5 Ways To Take Better Photos

Here are a few of the tidbits that photographers digest as we grow and learn about our medium. I hope that you find them helpful even if you are just using your phone to take photographs.

1. How do I use lighting? The best time of day to photograph just about everything is either in the early morning or in the evening (basically when the sun is coming over your shoulder rather than straight down). When the sun comes in at an angle, the light that your camera will read is often warmer and softer in tone. It also is less likely to blow out highlights/details. Another aspect of lighting is the option of photographing people in indirect lighting – this causes the light to be more even across their features rather than casting harsh highlights/shadows on their face or body. Indirect means: A. Reflected light (off of a wall, a handheld reflector, or whathaveyou) is another way to cast softer light onto someone or something. B. Overcast weather/no direct sunshine/shade.
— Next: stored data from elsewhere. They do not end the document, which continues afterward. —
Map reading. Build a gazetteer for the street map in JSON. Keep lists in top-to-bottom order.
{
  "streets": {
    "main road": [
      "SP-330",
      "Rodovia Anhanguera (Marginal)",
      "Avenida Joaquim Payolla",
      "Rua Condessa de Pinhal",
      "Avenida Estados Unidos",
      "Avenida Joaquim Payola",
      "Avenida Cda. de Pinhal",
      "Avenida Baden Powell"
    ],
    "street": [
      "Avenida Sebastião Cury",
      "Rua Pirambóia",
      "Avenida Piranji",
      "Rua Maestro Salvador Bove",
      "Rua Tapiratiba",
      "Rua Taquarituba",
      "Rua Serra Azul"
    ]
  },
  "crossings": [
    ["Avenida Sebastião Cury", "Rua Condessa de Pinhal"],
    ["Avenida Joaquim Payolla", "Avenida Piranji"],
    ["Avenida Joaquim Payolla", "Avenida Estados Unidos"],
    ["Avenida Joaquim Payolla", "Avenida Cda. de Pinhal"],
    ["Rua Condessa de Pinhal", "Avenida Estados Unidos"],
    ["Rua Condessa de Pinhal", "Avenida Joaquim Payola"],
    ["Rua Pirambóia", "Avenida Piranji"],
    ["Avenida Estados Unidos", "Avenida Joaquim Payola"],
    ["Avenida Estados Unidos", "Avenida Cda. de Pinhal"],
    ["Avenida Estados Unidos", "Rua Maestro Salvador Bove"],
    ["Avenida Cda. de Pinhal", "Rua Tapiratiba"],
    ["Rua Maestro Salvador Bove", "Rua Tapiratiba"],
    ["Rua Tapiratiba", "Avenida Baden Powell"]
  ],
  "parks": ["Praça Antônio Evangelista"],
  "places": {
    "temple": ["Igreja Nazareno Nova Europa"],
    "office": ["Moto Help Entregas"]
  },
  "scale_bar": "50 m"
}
2. Where can I place my subject within the image? A lot appealing, but not all, photographs use what we know as the rule of thirds. This means that the main subject is offset from the center to the upper, lower, left or right third of the image. This can also work for images where the main subject really fills the image. You can compose your shot to have your subject’s eye in one of the thirds. Something called leading lines is also helpful. Lines in an image can lead our eyes inwards or outwards from the subject(s) in an image. Roadways, fences, windows, or really anything can be used to direct the viewer’s attention where you want them to look or not look. Be mindful of lines that lead the viewer’s eyes completely out of the image rather than towards what is supposed to be focused on. Also don’t stand too far away from your subject. Don’t be afraid to get in close and fill up your image with your chosen subject!

3. How do I use my camera? Read your camera manual. Seriously. It is a great way to discover hidden features and make full use of your equipment. And you will also understand what that little symbol on the back of your camera means. As cameras get more and more complicated, it really is a good idea to read your manual. You paid or were given the camera, right? Make good use of it if you can! Sometimes manuals also offer compositional advice on how to use different features. If you don’t understand your manual, don’t be afraid to ask others for help. As you learn more about your camera, the more control you have over your images.
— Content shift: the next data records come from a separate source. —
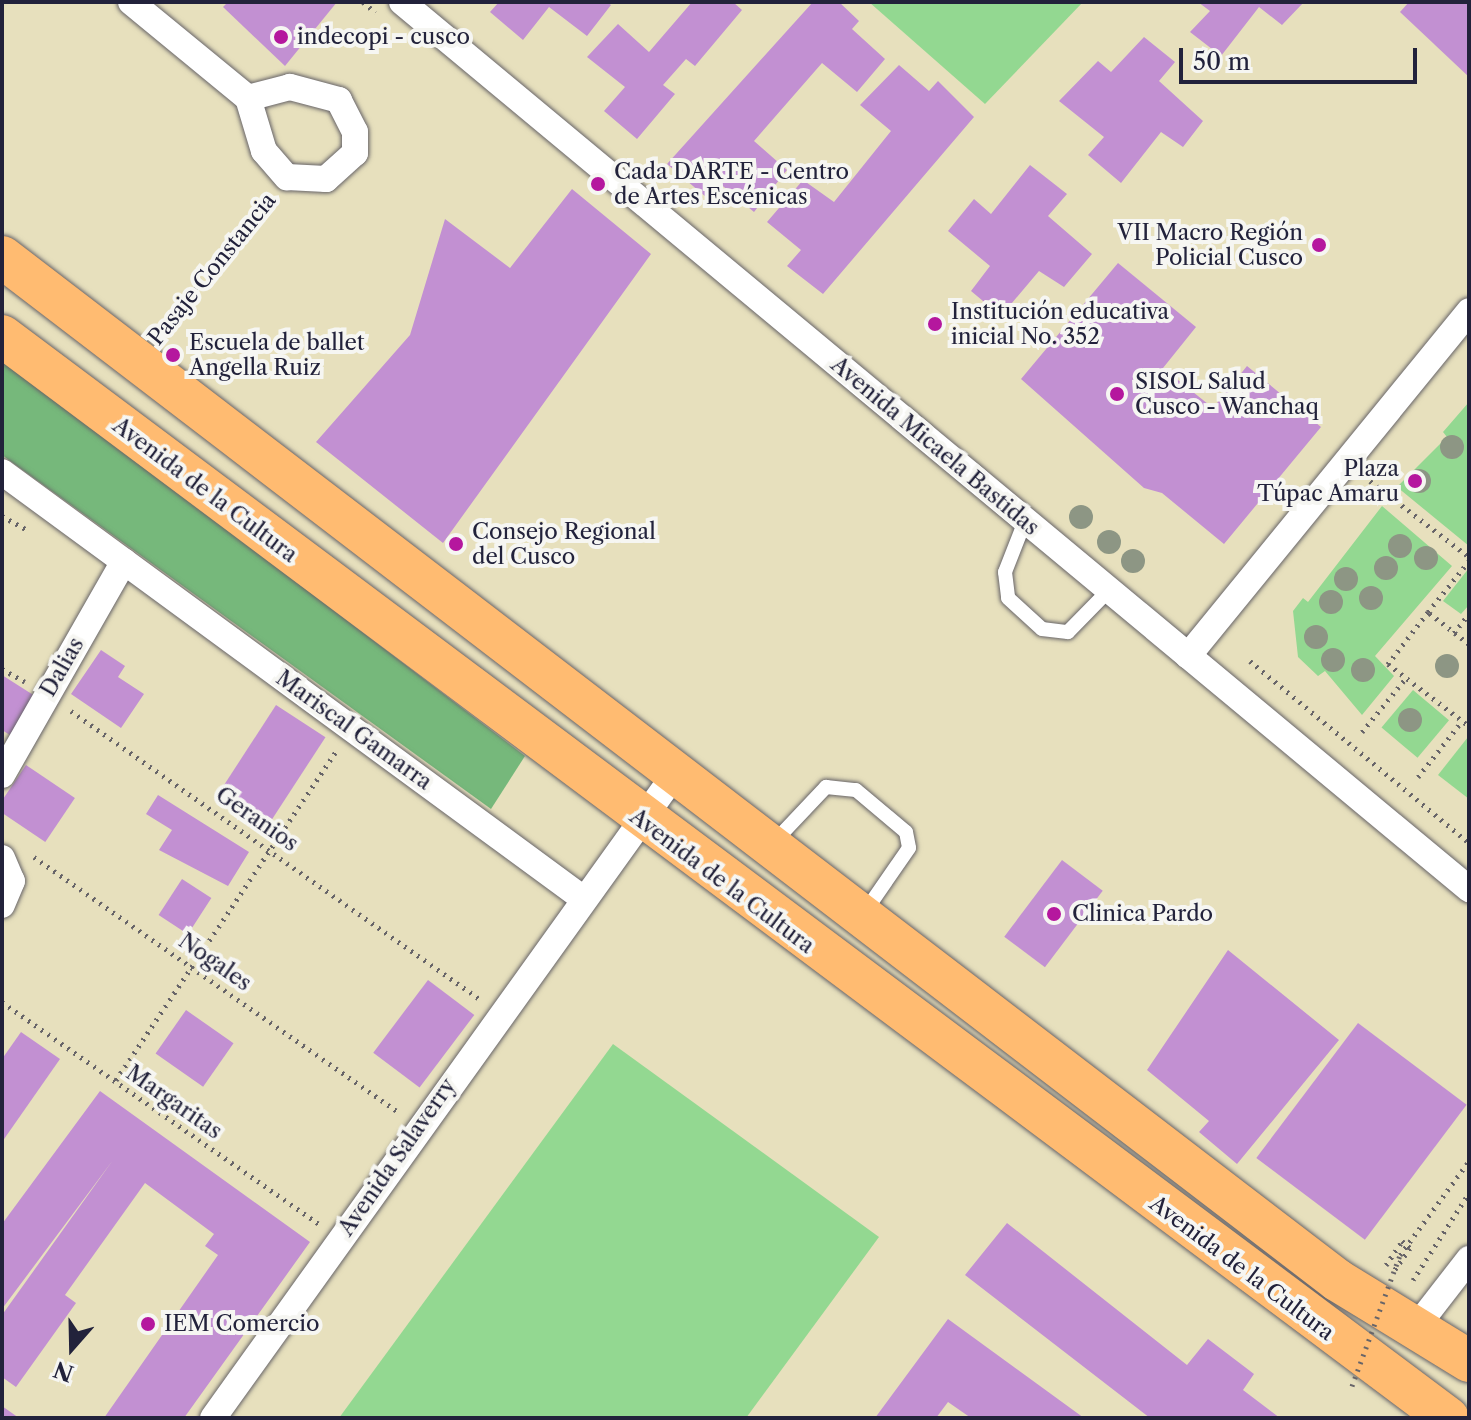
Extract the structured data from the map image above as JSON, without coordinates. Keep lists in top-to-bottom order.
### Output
{
  "streets": {
    "main road": ["Avenida de la Cultura"],
    "street": [
      "Avenida Micaela Bastidas",
      "Dalias",
      "Mariscal Gamarra",
      "Avenida Salaverry"
    ],
    "path": [
      "Pasaje Constancia",
      "Geranios",
      "Nogales",
      "Margaritas"
    ]
  },
  "crossings": [
    ["Dalias", "Mariscal Gamarra"],
    ["Dalias", "Geranios"],
    ["Mariscal Gamarra", "Avenida Salaverry"]
  ],
  "places": [
    "indecopi - cusco",
    "Cada DARTE - Centro de Artes Escénicas",
    "VII Macro Región Policial Cusco",
    "Institución educativa inicial No. 352",
    "Escuela de ballet Angella Ruiz",
    "SISOL Salud Cusco - Wanchaq",
    "Plaza Túpac Amaru",
    "Consejo Regional del Cusco",
    "Clinica Pardo",
    "IEM Comercio"
  ],
  "scale_bar": "50 m",
  "north": "bottom"
}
4. What is a good point of view? When photographing children and pets, it is an often great vantage point to be on their eye level. This may mean sitting on the floor or squatting down. If you are shorter than the person you are photographing (say you’re photographing your husband and he’s a foot taller than you), either find a way to elevate yourself or have the person dip their chin down. This helps reduce the unattractive “looking down their nose at you” look and it also helps people with unflattering necks. Hardly anyone looks great being photographed from below their eye level (although turning the chin down a bit really does help).

5. What is with all the stuff in the background? It is SO easy to miss details happening behind your subject. Whether it is a bright reflection on a car window, clutter, or a pole appearing out of the person’s head… it should all be considered before you take that photo. The background matters just as much as the foreground. Blurred out highlights in the background or overly dark objects can be distracting. Getting in close or even moving yourself forwards, backwards, or sideways can help eliminate anything distracting.
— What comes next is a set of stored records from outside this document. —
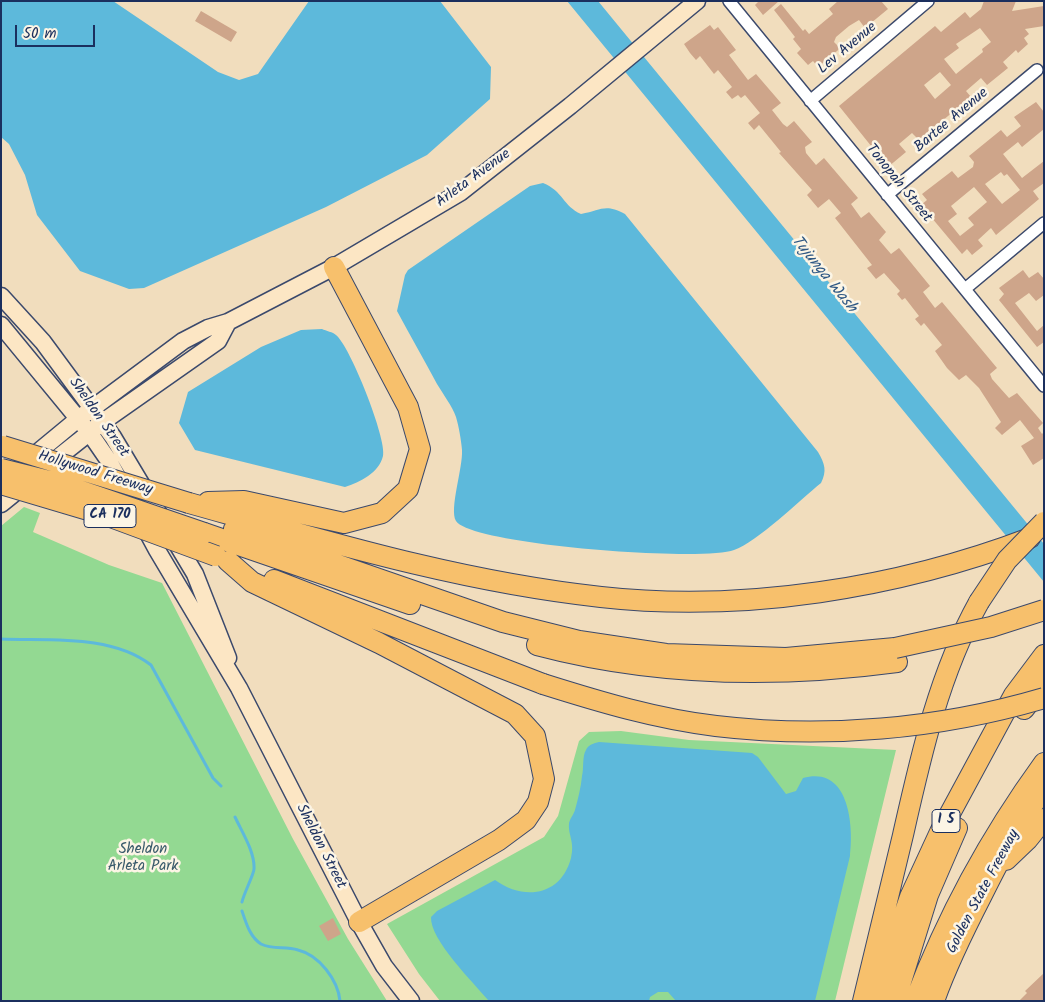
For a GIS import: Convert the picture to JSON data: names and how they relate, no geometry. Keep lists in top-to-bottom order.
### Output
{
  "streets": {
    "highway": [
      "Hollywood Freeway",
      "CA 170",
      "I 5",
      "Golden State Freeway"
    ],
    "main road": ["Arleta Avenue", "Sheldon Street"],
    "street": ["Lev Avenue", "Bartee Avenue", "Tonopah Street"]
  },
  "crossings": [
    ["Lev Avenue", "Tonopah Street"],
    ["Bartee Avenue", "Tonopah Street"],
    ["Arleta Avenue", "Sheldon Street"],
    ["Arleta Avenue", "CA 170"]
  ],
  "water": ["Tujunga Wash"],
  "parks": ["Sheldon Arleta Park"],
  "scale_bar": "50 m"
}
All rules can be broken sometimes.


To reinforce that rules can be used and broken, here is a recent popular photograph of mine:

Victoria - Senior Portrait Sneak Peak

Here I have:
– Used indirect lighting in the late afternoon.
– Photographed her slightly below her eye level.
– Used the direction of her eyes and her smile as a way to suggest hopefulness.
– Placed her in the right third of the image.
– Kept the background simple.

In the context of a senior portrait, why do these choices work? Is she looking towards the future with hope? What might this say about her personality and perseverance? How would a different background change the story of this image?